Exercise-induced immune suppression is a hot topic in exercise immunology. One side reports that there is no negative impact of exercise bouts on immunity [18], while the other side reports post-exercise immune function depression [17], or that anti-inflammatory response is physical fitness-dependent [19]. Simpson at al. admitted that effects of exercise training on the frequency and function of B-cells in the aging population have been neglected, since most of the studies focus on T-cells [16]. Here we would like to offer additional insight on the possible impact of exercise on IgG glycans, as immunoglobulins are produced by B-cells. As mentioned previously, IgG is involved in multiple humoral immune processes including ADCC, a type of immune reaction in which a target cell or microbe is coated with antibodies, which triggers effector cells to induce target cell death via non-phagocytic mechanisms [43]. It has been reported that the absence of the core fucose from IgG1 N-glycan enhances ADCC activity by up to 50–100-fold [44]. Biophysical studies showed that afucosylated antibody binds to the FcγRIIIa receptor with higher affinity than the fucosylated version [45]. However, only afucosylation of antigen-specific antibodies promotes ADCC, while afucosylation of antibodies directed to other antigens may actually suppress ADCC by competition to binding to Fc gamma receptor IIIa. In this research we report elevated levels of core fucose, but further research is needed to understand functional implications of this observation and its impact on the ADCC. Additionally, further research is needed to shed light on the intricate molecular mechanism underlying immune response to various types and intensity of exercise, one of the foremost being the impact of regular long-term moderate exercise in the general population.
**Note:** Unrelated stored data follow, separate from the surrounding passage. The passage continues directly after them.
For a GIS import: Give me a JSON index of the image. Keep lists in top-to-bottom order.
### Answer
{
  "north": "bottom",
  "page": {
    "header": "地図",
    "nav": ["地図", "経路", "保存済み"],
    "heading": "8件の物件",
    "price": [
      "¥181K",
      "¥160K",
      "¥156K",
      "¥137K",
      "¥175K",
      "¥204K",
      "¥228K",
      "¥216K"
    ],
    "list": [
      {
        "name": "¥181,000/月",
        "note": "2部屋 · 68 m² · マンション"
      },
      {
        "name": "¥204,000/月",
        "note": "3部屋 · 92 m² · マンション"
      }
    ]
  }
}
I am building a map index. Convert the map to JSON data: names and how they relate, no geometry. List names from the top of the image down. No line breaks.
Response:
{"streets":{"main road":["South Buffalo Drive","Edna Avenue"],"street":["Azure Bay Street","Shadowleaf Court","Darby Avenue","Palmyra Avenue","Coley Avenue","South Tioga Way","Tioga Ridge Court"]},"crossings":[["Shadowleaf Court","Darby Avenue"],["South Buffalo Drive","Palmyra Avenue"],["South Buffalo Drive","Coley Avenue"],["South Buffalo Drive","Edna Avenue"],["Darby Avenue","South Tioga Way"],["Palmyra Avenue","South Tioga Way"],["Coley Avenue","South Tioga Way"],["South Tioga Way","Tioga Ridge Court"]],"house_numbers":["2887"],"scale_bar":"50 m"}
The influence of different training programs exerted positive changes on motor and functional abilities, and the greatest improvement was observed in the circular training group. Likewise, several authors [46,47] investigated and concluded that resistance training has a positive effect on the locomotor system, maintaining functional abilities, osteoporosis prevention and management of lower back pain. It was concluded that a Nordic walking training program allows an increase in exercise intensity and adherence to a training program without increasing the perception of effort, leading to enhanced aerobic capacity [48]. Our research confirmed that two Nordic walking training sessions per week induced a decrease in body fat and weight parameters, following an increase in functional abilities. Furthermore, a combination of medium- to high-intensity exercise and resistance training appeared to have the greatest improvement in motor performance. These regimes also result in an improvement in the cardiovascular risk profile in overweight and obese participants compared to inactivity and the absence of exercise [49]. Therefore, a combination of exercise training should be recommended for overweight and obese adults.

5. Conclusions

To summarize, our results indicate the impact of medium- to high-intensity exercise in an overweight and obese, previously inactive, population resulting in an IgG glycan composition shift towards a pro-inflammatory glycan pattern. However, this is well expected given the characteristics of the study population and considering the fact that the participants were at the mere beginning of the exercise regime. On the other hand, three months of physical activity have already shown that there is a small but positive impact on cardiovascular risk profile, highlighting once again the importance of regular exercise on cardiovascular and overall health. It would be interesting to observe the impact of a longer exercise intervention in this type of population to better understand the exact role of IgG N-glycosylation changes and to further investigate the pro- and anti-inflammatory effects of physical exercise.